= WORK ORDER =
Repeat the entries below exactly, pictures excluded.
----
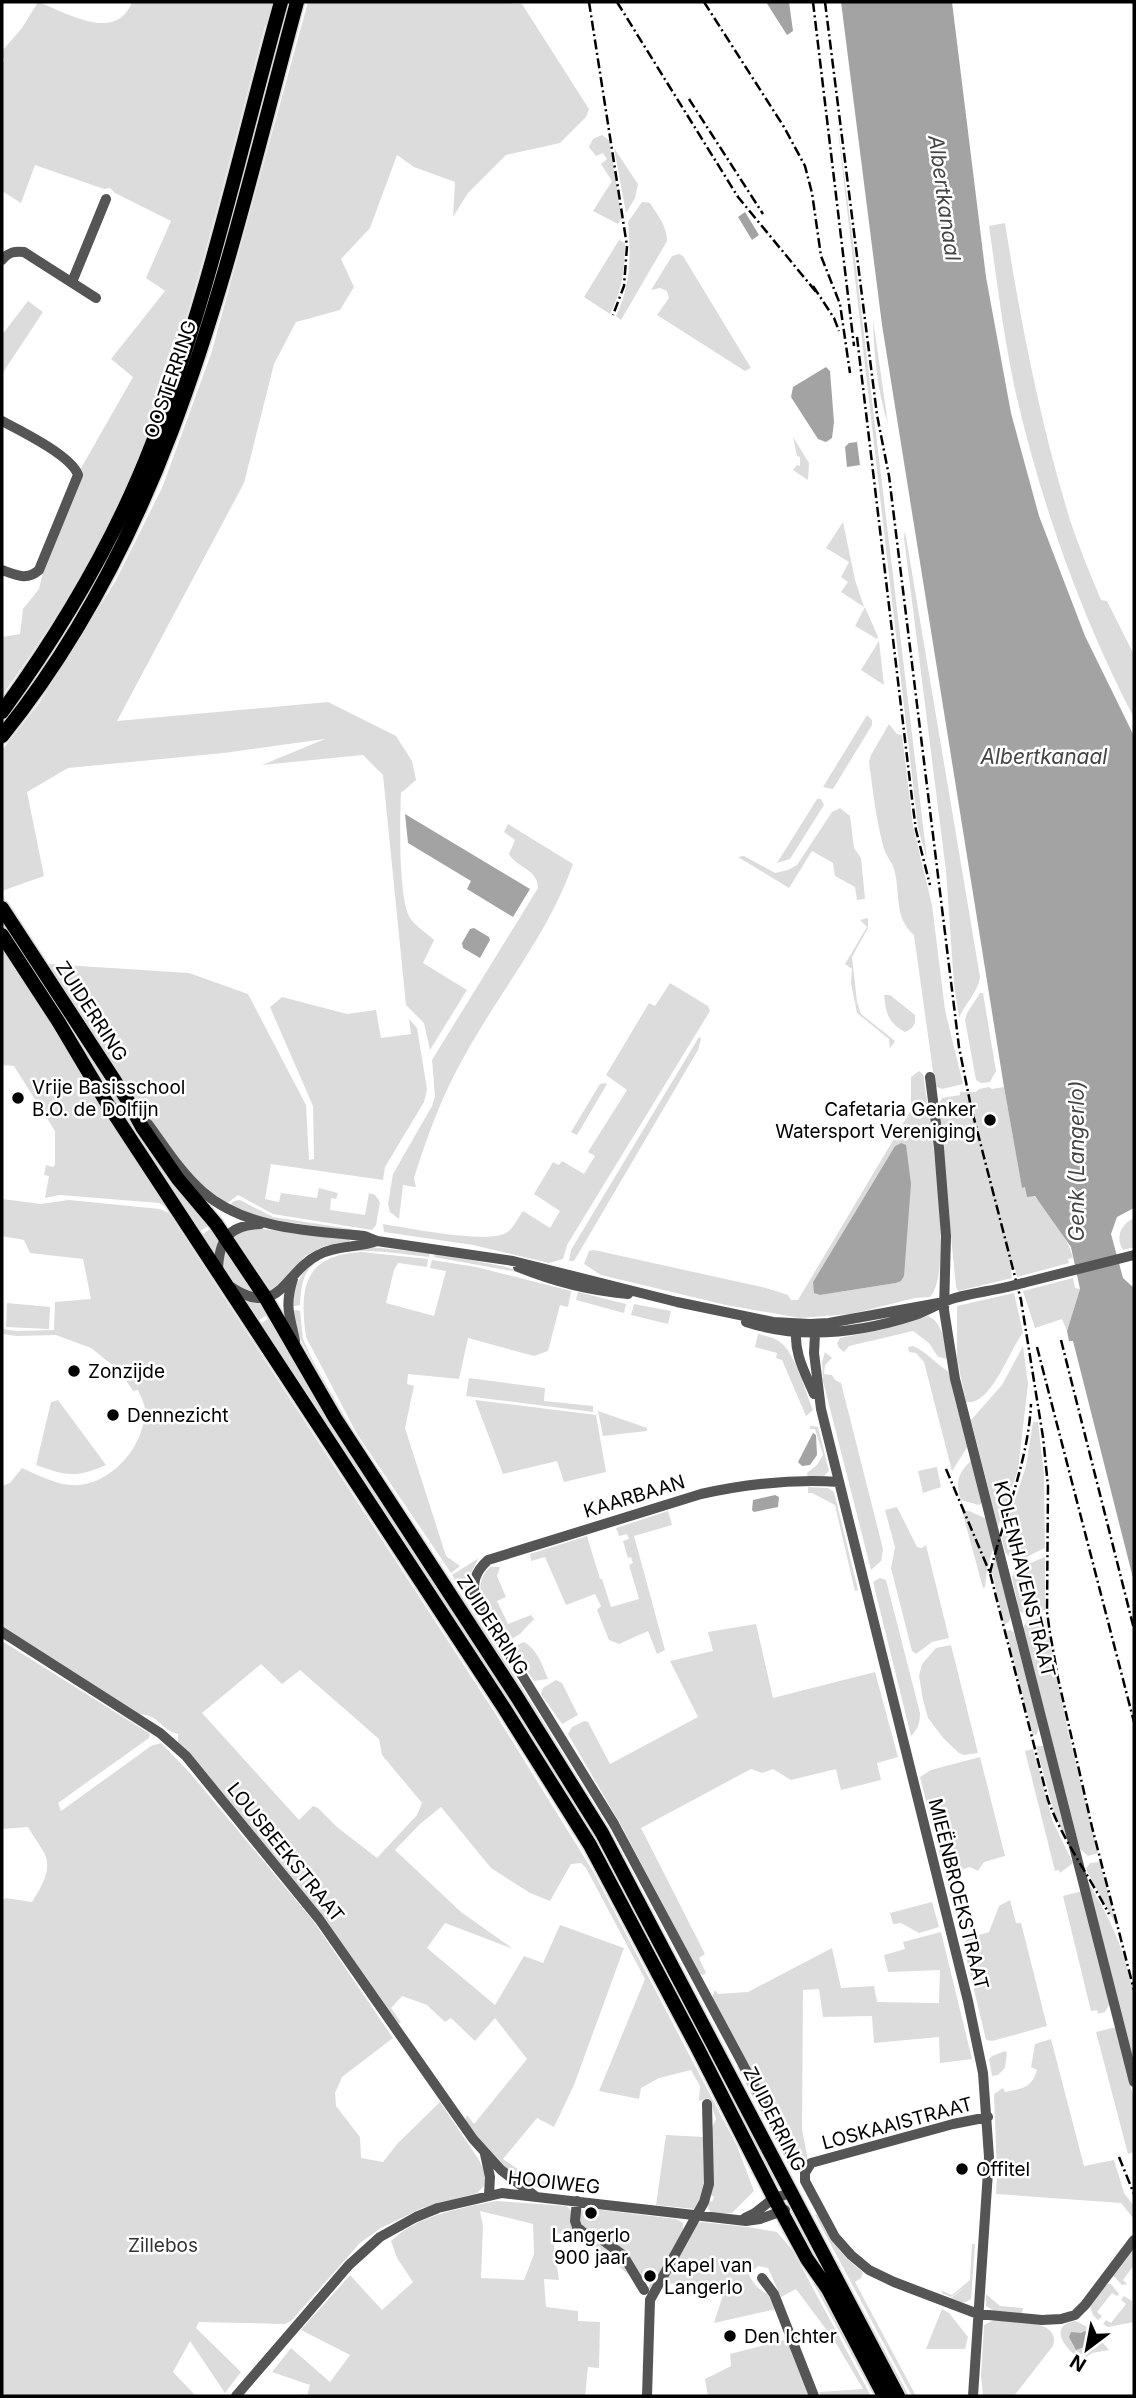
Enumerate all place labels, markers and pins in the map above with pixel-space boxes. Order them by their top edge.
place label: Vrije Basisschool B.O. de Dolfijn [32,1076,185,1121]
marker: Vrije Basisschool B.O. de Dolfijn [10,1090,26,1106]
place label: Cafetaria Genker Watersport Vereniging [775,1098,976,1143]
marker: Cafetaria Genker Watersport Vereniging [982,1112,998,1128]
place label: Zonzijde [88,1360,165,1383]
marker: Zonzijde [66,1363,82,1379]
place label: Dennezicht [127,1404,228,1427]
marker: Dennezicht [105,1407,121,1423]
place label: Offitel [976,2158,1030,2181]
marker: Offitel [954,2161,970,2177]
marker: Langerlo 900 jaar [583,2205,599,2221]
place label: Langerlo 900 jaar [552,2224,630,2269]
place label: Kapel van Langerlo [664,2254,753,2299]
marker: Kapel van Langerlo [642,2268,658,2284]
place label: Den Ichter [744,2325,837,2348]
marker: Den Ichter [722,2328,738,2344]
----
= COMPLETED EXERCISE =
Enumerate all place labels, markers and pins in the map above with pixel-space boxes. Order them by their top edge.
place label: Vrije Basisschool B.O. de Dolfijn [32,1076,185,1121]
marker: Vrije Basisschool B.O. de Dolfijn [10,1090,26,1106]
place label: Cafetaria Genker Watersport Vereniging [775,1098,976,1143]
marker: Cafetaria Genker Watersport Vereniging [982,1112,998,1128]
place label: Zonzijde [88,1360,165,1383]
marker: Zonzijde [66,1363,82,1379]
place label: Dennezicht [127,1404,228,1427]
marker: Dennezicht [105,1407,121,1423]
place label: Offitel [976,2158,1030,2181]
marker: Offitel [954,2161,970,2177]
marker: Langerlo 900 jaar [583,2205,599,2221]
place label: Langerlo 900 jaar [552,2224,630,2269]
place label: Kapel van Langerlo [664,2254,753,2299]
marker: Kapel van Langerlo [642,2268,658,2284]
place label: Den Ichter [744,2325,837,2348]
marker: Den Ichter [722,2328,738,2344]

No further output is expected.